- Dataset
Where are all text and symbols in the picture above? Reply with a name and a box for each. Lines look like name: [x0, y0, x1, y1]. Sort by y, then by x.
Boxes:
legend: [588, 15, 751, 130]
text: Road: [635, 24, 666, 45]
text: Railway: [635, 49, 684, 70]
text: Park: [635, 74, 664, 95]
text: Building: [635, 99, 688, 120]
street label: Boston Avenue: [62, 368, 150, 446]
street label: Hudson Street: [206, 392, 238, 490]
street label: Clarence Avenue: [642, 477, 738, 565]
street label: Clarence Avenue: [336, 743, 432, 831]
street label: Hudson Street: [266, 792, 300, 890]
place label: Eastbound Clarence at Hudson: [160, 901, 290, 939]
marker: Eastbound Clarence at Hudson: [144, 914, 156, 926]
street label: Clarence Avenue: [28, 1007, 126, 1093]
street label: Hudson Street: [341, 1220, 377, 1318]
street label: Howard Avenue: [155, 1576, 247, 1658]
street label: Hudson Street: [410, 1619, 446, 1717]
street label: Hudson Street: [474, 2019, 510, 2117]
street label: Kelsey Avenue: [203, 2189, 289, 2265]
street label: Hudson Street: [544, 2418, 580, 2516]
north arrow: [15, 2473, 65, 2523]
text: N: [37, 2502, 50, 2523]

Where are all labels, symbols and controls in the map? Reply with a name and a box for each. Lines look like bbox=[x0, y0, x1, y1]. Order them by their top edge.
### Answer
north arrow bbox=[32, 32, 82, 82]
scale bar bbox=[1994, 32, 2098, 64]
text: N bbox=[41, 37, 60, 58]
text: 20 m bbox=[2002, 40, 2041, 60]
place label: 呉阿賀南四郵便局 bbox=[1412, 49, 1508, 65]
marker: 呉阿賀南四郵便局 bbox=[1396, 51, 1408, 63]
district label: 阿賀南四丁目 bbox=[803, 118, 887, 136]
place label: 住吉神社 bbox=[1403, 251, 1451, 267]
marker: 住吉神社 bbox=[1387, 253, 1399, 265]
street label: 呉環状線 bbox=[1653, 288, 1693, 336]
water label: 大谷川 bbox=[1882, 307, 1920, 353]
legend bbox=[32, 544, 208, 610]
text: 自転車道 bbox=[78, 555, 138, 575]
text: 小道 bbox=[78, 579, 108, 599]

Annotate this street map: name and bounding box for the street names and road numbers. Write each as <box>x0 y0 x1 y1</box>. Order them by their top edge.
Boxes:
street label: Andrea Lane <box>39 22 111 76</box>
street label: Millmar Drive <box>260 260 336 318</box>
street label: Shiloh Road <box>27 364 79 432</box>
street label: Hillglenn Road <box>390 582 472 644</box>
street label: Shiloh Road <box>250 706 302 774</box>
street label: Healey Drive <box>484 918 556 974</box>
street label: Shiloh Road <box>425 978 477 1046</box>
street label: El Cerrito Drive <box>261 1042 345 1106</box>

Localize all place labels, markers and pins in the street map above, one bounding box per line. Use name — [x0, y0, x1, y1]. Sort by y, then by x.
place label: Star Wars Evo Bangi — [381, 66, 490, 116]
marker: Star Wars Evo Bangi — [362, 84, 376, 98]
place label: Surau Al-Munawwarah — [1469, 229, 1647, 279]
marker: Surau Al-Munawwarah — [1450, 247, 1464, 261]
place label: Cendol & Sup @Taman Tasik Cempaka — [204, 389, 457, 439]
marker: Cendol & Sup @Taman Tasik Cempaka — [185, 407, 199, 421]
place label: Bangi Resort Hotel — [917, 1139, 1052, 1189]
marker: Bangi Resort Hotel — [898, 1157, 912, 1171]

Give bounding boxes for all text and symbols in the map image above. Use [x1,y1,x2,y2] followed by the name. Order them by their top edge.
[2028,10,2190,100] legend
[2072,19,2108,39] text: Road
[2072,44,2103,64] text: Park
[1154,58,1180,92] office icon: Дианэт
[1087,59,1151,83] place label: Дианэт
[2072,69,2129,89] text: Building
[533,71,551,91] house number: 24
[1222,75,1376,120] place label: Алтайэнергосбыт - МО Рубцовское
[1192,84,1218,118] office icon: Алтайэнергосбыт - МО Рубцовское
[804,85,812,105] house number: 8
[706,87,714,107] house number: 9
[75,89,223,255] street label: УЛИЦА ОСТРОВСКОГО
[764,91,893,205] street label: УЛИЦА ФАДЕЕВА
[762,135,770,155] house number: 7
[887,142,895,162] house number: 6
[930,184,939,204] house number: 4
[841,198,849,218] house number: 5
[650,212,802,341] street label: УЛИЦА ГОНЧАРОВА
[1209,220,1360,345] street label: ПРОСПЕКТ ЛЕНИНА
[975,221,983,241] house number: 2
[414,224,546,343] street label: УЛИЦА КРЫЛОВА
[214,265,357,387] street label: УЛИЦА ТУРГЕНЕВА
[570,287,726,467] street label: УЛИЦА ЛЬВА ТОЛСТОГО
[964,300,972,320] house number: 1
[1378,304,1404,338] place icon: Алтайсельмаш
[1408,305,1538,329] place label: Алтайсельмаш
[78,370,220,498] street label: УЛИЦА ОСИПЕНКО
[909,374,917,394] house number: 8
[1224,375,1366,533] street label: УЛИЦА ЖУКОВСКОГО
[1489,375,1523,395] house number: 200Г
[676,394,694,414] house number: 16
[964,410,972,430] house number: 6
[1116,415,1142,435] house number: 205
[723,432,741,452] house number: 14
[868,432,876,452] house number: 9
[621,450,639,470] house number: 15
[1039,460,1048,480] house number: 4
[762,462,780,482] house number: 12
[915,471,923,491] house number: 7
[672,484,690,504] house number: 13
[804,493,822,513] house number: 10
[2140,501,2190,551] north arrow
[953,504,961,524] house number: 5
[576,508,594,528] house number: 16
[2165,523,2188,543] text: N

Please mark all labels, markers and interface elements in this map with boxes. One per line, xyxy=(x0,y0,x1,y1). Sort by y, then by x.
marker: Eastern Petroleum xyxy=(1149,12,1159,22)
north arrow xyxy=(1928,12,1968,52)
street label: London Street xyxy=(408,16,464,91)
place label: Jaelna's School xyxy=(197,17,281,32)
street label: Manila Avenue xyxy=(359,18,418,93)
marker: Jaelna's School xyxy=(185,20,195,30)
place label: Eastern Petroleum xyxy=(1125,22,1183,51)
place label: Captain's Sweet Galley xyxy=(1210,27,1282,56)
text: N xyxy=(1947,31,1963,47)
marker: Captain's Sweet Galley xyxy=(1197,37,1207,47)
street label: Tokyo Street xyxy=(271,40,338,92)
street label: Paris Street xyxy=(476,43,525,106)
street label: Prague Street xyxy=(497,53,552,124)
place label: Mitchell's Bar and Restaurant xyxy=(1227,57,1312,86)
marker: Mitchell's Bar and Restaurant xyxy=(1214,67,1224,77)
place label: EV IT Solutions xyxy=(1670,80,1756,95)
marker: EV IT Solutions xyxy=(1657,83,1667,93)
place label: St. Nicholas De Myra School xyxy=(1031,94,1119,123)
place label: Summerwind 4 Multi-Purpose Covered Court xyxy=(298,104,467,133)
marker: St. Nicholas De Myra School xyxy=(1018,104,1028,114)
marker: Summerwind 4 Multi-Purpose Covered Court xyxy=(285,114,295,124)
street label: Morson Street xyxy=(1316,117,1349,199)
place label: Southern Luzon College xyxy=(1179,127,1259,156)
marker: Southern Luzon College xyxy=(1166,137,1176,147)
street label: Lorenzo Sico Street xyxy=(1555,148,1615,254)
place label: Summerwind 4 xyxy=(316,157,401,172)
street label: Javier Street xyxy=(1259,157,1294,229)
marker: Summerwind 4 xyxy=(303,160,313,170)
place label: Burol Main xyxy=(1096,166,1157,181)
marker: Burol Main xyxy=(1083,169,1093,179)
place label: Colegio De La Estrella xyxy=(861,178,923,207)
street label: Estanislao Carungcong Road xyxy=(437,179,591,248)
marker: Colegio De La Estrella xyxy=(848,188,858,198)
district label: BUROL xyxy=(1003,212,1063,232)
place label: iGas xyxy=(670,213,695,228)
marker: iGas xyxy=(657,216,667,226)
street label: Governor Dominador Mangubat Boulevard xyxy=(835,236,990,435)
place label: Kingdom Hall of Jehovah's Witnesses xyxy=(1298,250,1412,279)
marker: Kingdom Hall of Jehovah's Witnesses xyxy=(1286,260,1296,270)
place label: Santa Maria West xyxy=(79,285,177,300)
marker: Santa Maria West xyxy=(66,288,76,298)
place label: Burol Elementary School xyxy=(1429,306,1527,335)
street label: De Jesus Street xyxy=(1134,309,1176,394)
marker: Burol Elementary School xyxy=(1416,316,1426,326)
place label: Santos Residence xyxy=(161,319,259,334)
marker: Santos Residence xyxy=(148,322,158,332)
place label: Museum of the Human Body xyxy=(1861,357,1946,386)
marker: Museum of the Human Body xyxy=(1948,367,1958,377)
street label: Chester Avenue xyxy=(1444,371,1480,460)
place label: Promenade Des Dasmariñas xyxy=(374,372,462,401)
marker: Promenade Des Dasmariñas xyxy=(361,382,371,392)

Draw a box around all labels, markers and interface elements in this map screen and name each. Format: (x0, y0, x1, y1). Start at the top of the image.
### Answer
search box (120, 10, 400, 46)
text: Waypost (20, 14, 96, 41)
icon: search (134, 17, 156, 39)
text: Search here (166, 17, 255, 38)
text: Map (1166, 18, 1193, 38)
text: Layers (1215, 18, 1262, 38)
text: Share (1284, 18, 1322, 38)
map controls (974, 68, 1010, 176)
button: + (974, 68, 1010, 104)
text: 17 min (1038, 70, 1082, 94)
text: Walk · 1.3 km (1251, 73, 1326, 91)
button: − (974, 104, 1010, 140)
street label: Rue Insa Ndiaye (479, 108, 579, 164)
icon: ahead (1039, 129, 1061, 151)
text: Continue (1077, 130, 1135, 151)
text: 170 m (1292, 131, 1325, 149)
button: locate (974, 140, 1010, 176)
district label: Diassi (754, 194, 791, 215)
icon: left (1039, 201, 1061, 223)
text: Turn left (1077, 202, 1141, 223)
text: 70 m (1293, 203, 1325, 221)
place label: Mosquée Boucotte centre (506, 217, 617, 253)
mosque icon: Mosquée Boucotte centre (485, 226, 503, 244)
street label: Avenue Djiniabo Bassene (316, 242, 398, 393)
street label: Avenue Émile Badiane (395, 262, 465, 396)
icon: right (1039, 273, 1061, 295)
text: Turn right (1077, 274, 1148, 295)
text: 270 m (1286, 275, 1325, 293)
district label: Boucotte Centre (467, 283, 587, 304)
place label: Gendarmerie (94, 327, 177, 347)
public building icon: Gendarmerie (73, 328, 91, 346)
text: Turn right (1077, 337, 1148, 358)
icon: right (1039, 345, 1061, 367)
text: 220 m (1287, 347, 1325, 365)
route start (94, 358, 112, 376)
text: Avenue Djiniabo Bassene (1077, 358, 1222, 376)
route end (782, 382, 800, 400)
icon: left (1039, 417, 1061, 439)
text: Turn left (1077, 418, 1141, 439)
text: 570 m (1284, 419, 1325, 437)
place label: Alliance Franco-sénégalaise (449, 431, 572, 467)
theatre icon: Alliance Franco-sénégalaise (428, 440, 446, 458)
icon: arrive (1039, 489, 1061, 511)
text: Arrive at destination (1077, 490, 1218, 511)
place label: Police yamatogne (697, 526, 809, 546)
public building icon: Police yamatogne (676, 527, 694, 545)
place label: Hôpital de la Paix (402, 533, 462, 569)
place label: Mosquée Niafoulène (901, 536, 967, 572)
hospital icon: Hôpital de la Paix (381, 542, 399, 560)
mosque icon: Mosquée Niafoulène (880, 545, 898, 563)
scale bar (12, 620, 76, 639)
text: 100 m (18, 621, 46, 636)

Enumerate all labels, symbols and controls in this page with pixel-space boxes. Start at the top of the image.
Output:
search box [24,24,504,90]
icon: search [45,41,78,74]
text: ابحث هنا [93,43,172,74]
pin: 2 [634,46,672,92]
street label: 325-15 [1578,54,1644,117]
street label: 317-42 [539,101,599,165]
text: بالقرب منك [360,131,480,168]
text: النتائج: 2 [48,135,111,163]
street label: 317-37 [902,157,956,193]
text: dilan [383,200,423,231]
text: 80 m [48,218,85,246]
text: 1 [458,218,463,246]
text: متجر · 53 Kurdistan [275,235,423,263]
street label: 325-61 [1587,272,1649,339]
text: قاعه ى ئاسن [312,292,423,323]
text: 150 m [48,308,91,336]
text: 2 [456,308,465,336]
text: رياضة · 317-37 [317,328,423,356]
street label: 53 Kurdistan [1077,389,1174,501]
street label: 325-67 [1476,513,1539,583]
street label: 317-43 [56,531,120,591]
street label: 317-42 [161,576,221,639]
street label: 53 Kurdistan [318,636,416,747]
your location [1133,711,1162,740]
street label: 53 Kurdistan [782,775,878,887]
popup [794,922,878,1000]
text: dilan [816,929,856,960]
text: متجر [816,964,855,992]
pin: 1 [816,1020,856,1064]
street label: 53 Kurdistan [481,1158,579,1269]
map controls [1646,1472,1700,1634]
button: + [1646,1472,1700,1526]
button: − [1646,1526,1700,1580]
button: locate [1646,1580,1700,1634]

- What to work on
Match on "with": copy every line in the records that has it.

- Result of the exercise
Where are all text and symbols in the picture above? Reply with a name and a box for each. Lines look like name: [x0, y0, x1, y1]. Sort by y, then by x.
Where are all labels, symbols and controls in the map? Reply with a name and a box for each. Lines look like bbox=[x0, y0, x1, y1]. Order them by their top edge.
Please mark all labels, markers and interface elements in this map with boxes. One per line, xyxy=(x0,y0,x1,y1). Sort by y, then by x.
Enumerate all labels, symbols and controls in this page with pixel-space boxes. Start at the top of the image.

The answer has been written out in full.